Antwort: Man kann schlecht gegen diese Forschung argumentieren, solange es eine Fliegenklatsche irgendwo zu kaufen gibt und tonnenweise Insektizide versprüht werden.

Frage: Wie finden Sie die vielversprechenden Stoffe in den Krabblern?

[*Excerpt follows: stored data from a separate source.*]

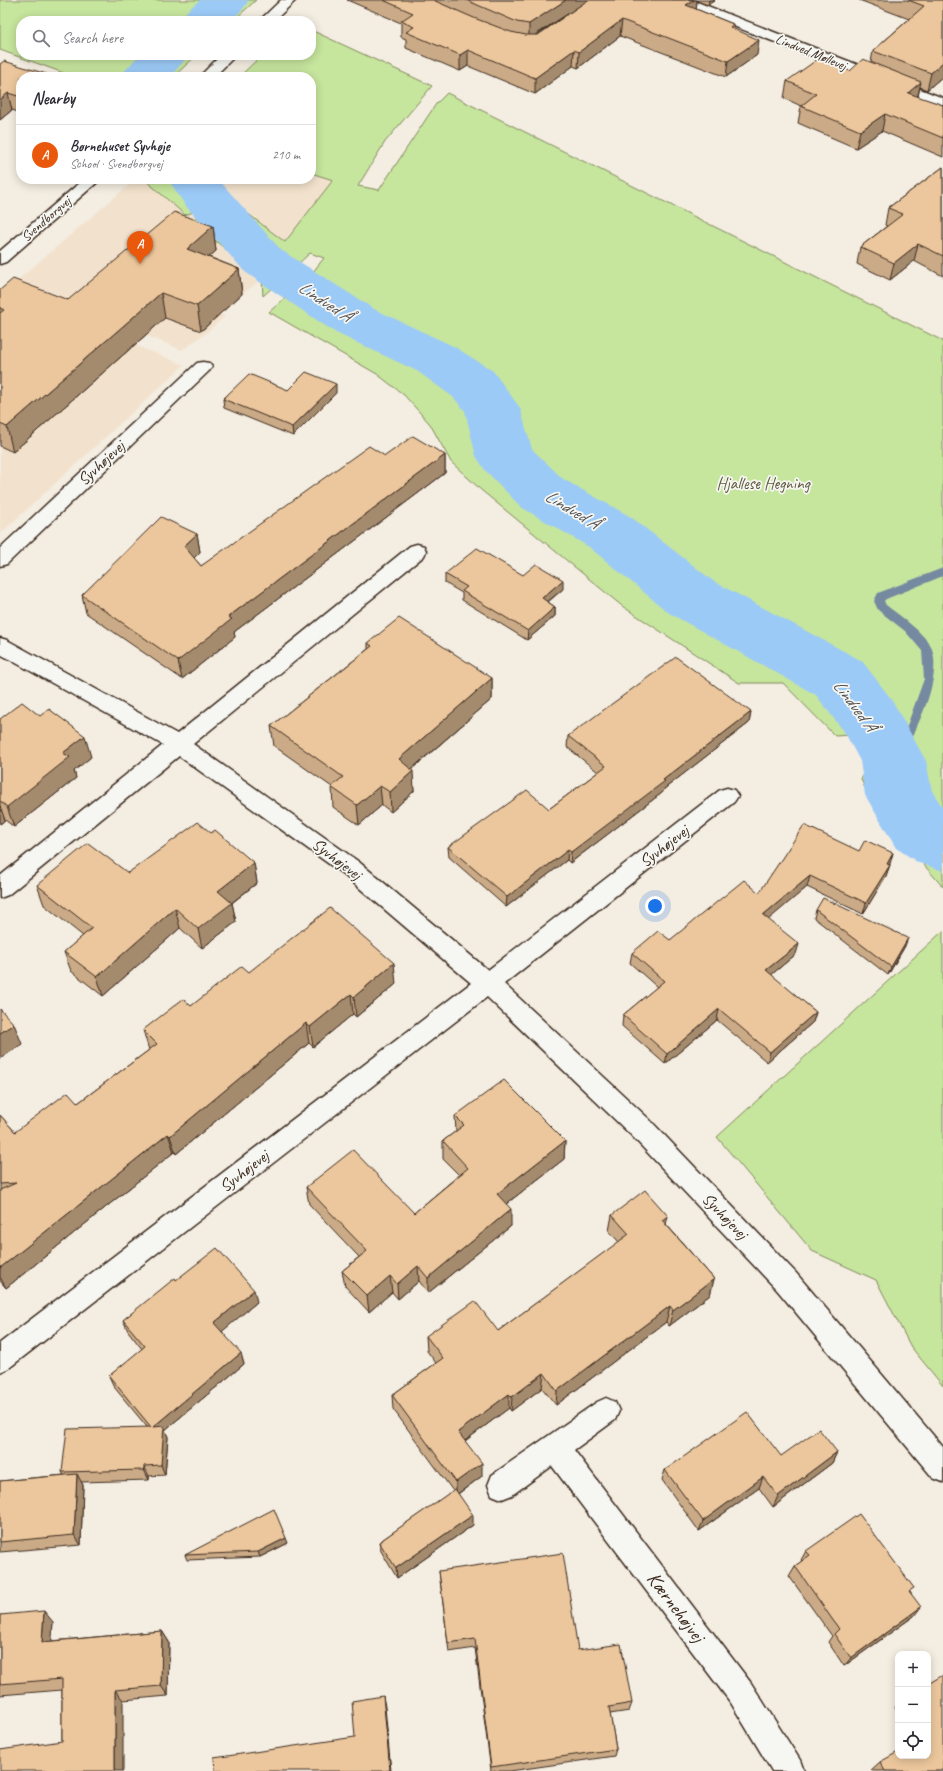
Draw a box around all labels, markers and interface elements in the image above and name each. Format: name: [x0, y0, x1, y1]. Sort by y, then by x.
search box: [16, 16, 316, 60]
icon: search: [30, 27, 52, 49]
text: Search here: [62, 29, 123, 48]
street label: Lindved Møllevej: [773, 30, 851, 75]
text: Nearby: [32, 88, 75, 109]
text: Børnehuset Syvhøje: [70, 137, 170, 156]
text: A: [42, 147, 48, 163]
text: 210 m: [272, 147, 300, 163]
text: School · Svendborgvej: [70, 156, 163, 172]
street label: Svendborgvej: [18, 191, 76, 245]
pin: A: [127, 231, 153, 264]
water label: Lindved Å: [294, 276, 361, 329]
street label: Syvhøjevej: [73, 434, 131, 490]
park label: Hjallese Hegning: [716, 473, 812, 494]
water label: Lindved Å: [541, 484, 608, 537]
water label: Lindved Å: [829, 675, 885, 740]
street label: Syvhøjevej: [635, 819, 695, 872]
street label: Syvhøjevej: [308, 834, 368, 886]
your location: [645, 896, 665, 916]
street label: Syvhøjevej: [215, 1144, 275, 1197]
street label: Syvhøjevej: [698, 1188, 754, 1246]
street label: Kærnehøjvej: [641, 1567, 712, 1649]
map controls: [895, 1651, 931, 1759]
button: +: [895, 1651, 931, 1687]
button: −: [895, 1687, 931, 1723]
button: locate: [895, 1723, 931, 1759]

Antwort: Ich habe eine Fragestellung oder eine Kundenanfrage und überlege mir dann, welches Insekt ich mir vornehme. Unsere Suche basiert auf Erkenntnissen und Theorien der Evolutionsbiologie und Ökologie. Wenn ich zum Beispiel ein Antibiotika suche, dann nehme ich Arten unter die Lupe, die über ein sehr potentes Immunsystem verfügen müssen, weil sie in Kot leben. In Rattenschwanzlarven, die einzigen Tiere, die nur in Jauche und Gülle vorkommen, haben wir einen irren Cocktail neuer Moleküle gefunden. Man kann so viel mit Insekten machen - sogar Fett für die Kosmetikindustrie herstellen.

Frage: Nur würde wohl kaum einer Insekten-Creme kaufen, oder?

Antwort: Insekten haben ein Imageproblem. Auch darum geht es bei unserer Arbeit: Zeigen, welchen Nutzen die Tiere haben. Vieles ist einfach nur Kopfsache. Beispiel: Einmal kam ein Getränkehersteller zu uns und fragte nach Konservierungsstoffen aus Insekten. Im Totengräberkäfer wurden wir fündig. Der Hersteller sagte dann aber: Wenn da steht, das kommt aus dem Totengräberkäfer - glauben Sie, das kauft noch einer? Wenn ich diese Frage nun bei Vorträgen stelle, hebt in der Tat kaum einer die Hand. Sage ich aber, der Stoff kommt aus der Biene - die ist positiv belegt - sieht es anders auch.